S uite à notre reportage du concert de Wenge Musica Maison Mère au Zénith de Paris, Noël Ngiama Werrason a souhaité réagir aux critiques émises sur les facettes obscènes de la dernière danse de ce groupe. Sur un ton dénué de toute polémique, dans un entretien empreint de correction, nous avons recueilli les propos d’un Werrason droit dans ses bottes qui assume tout et déclare que tous ceux qui se sont déplacés dans la salle parisienne savaient à quoi s’attendre. Le chanteur s’est également exprimé sur l’aide promise aux déplacés du Nord-Kivu, ainsi que sur le retard avec lequel le concert a commencé et pour lequel il présente ses excuses aux mélomanes.
AFRIQU’ECHOS MAGAZINE (AEM) : Vous aviez promis de reverser une partie de votre cachet du concert du Zénith pour les déplacés du Kivu, comment concrètement cette aide va être apportée aux concernés ? Le serait-elle par le biais de votre fondation ?
NOËL NGIAMA WERRASON (NNW) : C’est effectivement par le canal de ma fondation que cette aide en matériel, nourriture et vêtements, sera acheminée vers Goma où nous avons des réseaux et un fan club. Mes collaborateurs Monib, le directeur de marketing et commercial du groupe Wenge MMM, Alici Baba et Jeannot Pétrole vont s’occuper de l’achat de ces biens de première nécessité. Au besoin, pour sécuriser cet envoi, nous allons recourir à la MONUC qui est présente sur le terrain. C’est une région où, par le passé, nous avions livré un concert humanitaire en faveur des victimes d’une éruption volcanique. Je signale en passant que l’un de mes chanteurs, Cappuccino, est originaire de cette région.

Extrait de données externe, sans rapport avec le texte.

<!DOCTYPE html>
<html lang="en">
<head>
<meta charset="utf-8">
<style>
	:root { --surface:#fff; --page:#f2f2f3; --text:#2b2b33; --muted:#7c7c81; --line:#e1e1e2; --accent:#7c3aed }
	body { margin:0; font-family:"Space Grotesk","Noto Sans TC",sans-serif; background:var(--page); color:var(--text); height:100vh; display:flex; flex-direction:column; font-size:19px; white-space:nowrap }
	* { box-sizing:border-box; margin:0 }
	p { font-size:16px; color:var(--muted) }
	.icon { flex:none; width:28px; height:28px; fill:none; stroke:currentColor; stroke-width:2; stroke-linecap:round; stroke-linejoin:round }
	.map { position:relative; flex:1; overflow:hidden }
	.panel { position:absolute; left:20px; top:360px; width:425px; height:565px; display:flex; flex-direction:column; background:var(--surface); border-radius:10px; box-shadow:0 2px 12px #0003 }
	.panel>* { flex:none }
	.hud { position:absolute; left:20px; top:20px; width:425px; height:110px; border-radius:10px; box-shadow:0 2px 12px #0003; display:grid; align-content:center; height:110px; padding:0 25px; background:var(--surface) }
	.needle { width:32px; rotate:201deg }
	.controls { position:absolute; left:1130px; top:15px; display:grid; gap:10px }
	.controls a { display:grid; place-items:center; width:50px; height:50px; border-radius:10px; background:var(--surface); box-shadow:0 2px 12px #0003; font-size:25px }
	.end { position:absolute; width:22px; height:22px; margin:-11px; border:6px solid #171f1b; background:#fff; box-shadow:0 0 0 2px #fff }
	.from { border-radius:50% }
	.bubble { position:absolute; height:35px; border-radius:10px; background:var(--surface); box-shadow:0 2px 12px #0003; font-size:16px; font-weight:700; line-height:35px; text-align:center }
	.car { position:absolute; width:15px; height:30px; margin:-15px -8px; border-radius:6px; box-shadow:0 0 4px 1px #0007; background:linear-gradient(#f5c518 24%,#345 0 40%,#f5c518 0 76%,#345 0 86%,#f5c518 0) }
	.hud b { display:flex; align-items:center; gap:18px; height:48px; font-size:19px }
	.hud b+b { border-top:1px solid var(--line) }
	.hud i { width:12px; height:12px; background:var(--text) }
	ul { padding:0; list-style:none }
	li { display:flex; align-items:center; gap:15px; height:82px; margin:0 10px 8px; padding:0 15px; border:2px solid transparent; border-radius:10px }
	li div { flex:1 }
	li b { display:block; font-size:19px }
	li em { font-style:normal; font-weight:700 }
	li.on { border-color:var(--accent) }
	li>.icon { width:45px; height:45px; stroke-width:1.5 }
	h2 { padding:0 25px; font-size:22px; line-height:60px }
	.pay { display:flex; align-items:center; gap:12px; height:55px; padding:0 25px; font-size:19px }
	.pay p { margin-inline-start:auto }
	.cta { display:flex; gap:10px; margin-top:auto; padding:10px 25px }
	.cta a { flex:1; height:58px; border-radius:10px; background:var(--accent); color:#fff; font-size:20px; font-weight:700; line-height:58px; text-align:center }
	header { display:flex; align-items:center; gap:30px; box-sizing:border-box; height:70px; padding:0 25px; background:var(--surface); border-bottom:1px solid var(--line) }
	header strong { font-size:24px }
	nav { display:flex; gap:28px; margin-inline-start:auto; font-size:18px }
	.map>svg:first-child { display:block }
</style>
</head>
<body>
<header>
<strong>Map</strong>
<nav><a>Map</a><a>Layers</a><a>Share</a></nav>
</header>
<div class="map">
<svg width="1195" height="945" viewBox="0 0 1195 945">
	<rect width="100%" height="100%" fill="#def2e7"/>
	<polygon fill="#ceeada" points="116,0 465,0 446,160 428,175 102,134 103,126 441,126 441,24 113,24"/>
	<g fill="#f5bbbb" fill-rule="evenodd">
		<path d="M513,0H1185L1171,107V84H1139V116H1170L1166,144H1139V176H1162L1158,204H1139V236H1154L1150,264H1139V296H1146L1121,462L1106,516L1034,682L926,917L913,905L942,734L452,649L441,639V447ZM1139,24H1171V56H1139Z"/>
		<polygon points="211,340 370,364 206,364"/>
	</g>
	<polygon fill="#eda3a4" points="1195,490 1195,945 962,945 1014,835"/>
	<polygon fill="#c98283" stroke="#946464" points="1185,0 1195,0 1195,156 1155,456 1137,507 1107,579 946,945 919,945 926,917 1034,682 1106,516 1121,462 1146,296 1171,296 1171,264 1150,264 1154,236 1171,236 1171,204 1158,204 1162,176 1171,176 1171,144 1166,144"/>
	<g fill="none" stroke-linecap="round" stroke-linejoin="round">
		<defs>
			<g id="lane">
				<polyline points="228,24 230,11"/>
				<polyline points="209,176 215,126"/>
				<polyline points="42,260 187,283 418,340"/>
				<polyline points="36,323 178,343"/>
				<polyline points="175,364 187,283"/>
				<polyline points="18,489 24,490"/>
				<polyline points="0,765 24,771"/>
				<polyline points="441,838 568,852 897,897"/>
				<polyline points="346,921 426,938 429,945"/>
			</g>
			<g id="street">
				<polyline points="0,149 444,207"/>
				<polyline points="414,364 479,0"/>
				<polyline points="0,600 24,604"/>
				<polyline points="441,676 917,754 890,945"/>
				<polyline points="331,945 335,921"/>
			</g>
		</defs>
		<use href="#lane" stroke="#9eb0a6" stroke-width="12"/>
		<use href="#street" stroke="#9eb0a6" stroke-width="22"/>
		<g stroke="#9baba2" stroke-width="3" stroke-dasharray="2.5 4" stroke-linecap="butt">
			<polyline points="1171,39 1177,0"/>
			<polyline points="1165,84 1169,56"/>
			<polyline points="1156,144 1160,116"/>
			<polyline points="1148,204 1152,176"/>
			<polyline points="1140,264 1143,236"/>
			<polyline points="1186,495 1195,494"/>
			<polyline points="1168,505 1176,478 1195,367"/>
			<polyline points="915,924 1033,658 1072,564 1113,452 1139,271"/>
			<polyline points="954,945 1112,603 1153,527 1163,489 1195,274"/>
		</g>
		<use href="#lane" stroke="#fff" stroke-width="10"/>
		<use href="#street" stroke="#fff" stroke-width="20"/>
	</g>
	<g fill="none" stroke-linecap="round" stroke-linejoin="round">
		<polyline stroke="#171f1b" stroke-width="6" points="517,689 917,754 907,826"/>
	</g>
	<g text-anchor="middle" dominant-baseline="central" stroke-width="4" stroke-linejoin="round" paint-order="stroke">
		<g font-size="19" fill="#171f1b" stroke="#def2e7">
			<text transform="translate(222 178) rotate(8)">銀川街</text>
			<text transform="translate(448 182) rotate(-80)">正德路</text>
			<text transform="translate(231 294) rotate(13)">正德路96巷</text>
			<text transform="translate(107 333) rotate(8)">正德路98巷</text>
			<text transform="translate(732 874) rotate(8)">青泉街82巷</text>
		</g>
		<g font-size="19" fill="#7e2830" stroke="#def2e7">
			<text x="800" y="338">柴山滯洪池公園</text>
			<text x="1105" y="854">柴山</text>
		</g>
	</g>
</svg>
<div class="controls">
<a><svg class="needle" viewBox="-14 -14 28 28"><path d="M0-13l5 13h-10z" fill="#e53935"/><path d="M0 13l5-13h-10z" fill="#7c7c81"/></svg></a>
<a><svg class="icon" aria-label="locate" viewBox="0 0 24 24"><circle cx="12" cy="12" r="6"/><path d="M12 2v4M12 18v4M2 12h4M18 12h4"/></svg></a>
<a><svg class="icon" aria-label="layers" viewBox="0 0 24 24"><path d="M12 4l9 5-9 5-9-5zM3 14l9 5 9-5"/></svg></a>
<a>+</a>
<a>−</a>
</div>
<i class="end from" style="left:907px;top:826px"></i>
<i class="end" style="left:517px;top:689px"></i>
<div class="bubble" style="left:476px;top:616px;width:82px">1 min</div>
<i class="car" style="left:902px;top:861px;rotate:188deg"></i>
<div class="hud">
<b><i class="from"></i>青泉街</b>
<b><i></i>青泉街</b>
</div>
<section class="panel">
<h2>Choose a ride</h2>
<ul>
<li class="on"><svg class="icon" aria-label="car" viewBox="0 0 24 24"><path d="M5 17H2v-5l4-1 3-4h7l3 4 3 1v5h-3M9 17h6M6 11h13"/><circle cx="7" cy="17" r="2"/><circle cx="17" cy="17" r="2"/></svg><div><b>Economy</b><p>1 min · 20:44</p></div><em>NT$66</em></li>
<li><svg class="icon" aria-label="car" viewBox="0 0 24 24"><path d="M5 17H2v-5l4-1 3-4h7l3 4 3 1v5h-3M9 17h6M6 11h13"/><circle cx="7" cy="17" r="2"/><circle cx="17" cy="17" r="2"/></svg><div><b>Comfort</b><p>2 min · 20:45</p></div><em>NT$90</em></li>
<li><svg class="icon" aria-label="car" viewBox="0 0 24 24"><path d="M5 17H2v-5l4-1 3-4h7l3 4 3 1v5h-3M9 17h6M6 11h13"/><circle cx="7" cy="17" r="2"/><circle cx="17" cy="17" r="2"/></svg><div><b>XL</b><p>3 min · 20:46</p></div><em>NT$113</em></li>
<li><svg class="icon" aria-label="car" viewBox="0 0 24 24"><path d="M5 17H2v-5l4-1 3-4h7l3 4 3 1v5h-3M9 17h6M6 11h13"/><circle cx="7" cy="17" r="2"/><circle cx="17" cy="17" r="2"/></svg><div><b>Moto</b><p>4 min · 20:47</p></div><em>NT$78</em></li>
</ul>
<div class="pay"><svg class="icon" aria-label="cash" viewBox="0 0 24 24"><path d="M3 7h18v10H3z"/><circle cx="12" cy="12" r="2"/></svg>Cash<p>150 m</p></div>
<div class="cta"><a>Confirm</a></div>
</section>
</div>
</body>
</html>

Raison de plus pour que je sois particulièrement touché par la situation qui prévaut là-bas.
AEM : Comment pouvez-vous expliquer le retard de trois heures avec lequel vous avez commencé le concert ? Par ailleurs, pourquoi personne n’a expliqué aux mélomanes présents l’absence des invités annoncés et confirmés même dans la semaine ?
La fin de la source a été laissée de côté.